**TASK INSTRUCTIONS**
Every record must be restated exactly as written.

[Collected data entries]
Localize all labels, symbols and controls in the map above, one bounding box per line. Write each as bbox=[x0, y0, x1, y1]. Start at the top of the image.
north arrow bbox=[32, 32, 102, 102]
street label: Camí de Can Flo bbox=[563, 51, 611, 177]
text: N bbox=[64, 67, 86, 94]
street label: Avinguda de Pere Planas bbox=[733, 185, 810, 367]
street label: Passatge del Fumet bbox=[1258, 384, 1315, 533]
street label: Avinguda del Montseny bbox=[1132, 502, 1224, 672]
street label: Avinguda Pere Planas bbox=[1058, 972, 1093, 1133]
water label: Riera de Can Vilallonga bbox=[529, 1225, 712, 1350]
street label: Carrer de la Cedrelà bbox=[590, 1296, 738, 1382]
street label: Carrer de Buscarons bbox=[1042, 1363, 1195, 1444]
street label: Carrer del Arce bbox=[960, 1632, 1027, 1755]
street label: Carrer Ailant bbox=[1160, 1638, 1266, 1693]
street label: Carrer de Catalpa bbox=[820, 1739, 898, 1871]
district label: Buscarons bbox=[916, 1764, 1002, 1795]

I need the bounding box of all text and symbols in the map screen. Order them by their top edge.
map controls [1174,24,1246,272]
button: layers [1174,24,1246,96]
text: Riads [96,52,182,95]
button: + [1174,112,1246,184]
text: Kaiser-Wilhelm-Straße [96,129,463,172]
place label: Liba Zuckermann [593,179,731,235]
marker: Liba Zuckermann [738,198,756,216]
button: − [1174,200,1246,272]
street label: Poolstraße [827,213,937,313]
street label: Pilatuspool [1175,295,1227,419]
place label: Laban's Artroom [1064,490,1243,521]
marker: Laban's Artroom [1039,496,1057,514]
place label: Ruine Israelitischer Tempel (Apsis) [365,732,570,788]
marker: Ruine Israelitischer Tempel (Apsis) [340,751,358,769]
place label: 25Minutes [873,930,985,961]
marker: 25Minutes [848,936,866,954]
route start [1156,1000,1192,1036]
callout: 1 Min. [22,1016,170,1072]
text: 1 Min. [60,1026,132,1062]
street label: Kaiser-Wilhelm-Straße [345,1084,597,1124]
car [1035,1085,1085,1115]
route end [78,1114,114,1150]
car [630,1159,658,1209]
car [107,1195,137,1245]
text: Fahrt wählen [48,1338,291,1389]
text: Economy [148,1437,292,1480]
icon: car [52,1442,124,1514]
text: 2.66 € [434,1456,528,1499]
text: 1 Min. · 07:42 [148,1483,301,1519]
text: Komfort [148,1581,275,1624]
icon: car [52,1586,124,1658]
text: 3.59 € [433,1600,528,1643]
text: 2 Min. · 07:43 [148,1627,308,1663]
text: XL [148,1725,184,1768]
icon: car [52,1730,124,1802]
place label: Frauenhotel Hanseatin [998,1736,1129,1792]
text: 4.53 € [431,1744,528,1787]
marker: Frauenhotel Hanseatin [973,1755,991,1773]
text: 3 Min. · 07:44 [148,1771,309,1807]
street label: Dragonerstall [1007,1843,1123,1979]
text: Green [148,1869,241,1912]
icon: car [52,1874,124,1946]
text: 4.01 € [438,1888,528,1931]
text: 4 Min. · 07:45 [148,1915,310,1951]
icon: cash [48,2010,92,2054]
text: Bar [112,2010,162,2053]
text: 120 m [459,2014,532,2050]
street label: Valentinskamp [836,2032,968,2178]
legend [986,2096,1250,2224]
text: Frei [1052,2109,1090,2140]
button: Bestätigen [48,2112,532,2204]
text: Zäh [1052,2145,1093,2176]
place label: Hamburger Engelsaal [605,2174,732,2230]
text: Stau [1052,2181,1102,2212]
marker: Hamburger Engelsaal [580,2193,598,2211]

**RESPONSE FOR THIS EXERCISE**
Localize all labels, symbols and controls in the map above, one bounding box per line. Write each as bbox=[x0, y0, x1, y1]. Start at the top of the image.
north arrow bbox=[32, 32, 102, 102]
street label: Camí de Can Flo bbox=[563, 51, 611, 177]
text: N bbox=[64, 67, 86, 94]
street label: Avinguda de Pere Planas bbox=[733, 185, 810, 367]
street label: Passatge del Fumet bbox=[1258, 384, 1315, 533]
street label: Avinguda del Montseny bbox=[1132, 502, 1224, 672]
street label: Avinguda Pere Planas bbox=[1058, 972, 1093, 1133]
water label: Riera de Can Vilallonga bbox=[529, 1225, 712, 1350]
street label: Carrer de la Cedrelà bbox=[590, 1296, 738, 1382]
street label: Carrer de Buscarons bbox=[1042, 1363, 1195, 1444]
street label: Carrer del Arce bbox=[960, 1632, 1027, 1755]
street label: Carrer Ailant bbox=[1160, 1638, 1266, 1693]
street label: Carrer de Catalpa bbox=[820, 1739, 898, 1871]
district label: Buscarons bbox=[916, 1764, 1002, 1795]

I need the bounding box of all text and symbols in the map screen. Order them by their top edge.
map controls [1174,24,1246,272]
button: layers [1174,24,1246,96]
text: Riads [96,52,182,95]
button: + [1174,112,1246,184]
text: Kaiser-Wilhelm-Straße [96,129,463,172]
place label: Liba Zuckermann [593,179,731,235]
marker: Liba Zuckermann [738,198,756,216]
button: − [1174,200,1246,272]
street label: Poolstraße [827,213,937,313]
street label: Pilatuspool [1175,295,1227,419]
place label: Laban's Artroom [1064,490,1243,521]
marker: Laban's Artroom [1039,496,1057,514]
place label: Ruine Israelitischer Tempel (Apsis) [365,732,570,788]
marker: Ruine Israelitischer Tempel (Apsis) [340,751,358,769]
place label: 25Minutes [873,930,985,961]
marker: 25Minutes [848,936,866,954]
route start [1156,1000,1192,1036]
callout: 1 Min. [22,1016,170,1072]
text: 1 Min. [60,1026,132,1062]
street label: Kaiser-Wilhelm-Straße [345,1084,597,1124]
car [1035,1085,1085,1115]
route end [78,1114,114,1150]
car [630,1159,658,1209]
car [107,1195,137,1245]
text: Fahrt wählen [48,1338,291,1389]
text: Economy [148,1437,292,1480]
icon: car [52,1442,124,1514]
text: 2.66 € [434,1456,528,1499]
text: 1 Min. · 07:42 [148,1483,301,1519]
text: Komfort [148,1581,275,1624]
icon: car [52,1586,124,1658]
text: 3.59 € [433,1600,528,1643]
text: 2 Min. · 07:43 [148,1627,308,1663]
text: XL [148,1725,184,1768]
icon: car [52,1730,124,1802]
place label: Frauenhotel Hanseatin [998,1736,1129,1792]
text: 4.53 € [431,1744,528,1787]
marker: Frauenhotel Hanseatin [973,1755,991,1773]
text: 3 Min. · 07:44 [148,1771,309,1807]
street label: Dragonerstall [1007,1843,1123,1979]
text: Green [148,1869,241,1912]
icon: car [52,1874,124,1946]
text: 4.01 € [438,1888,528,1931]
text: 4 Min. · 07:45 [148,1915,310,1951]
icon: cash [48,2010,92,2054]
text: Bar [112,2010,162,2053]
text: 120 m [459,2014,532,2050]
street label: Valentinskamp [836,2032,968,2178]
legend [986,2096,1250,2224]
text: Frei [1052,2109,1090,2140]
button: Bestätigen [48,2112,532,2204]
text: Zäh [1052,2145,1093,2176]
place label: Hamburger Engelsaal [605,2174,732,2230]
text: Stau [1052,2181,1102,2212]
marker: Hamburger Engelsaal [580,2193,598,2211]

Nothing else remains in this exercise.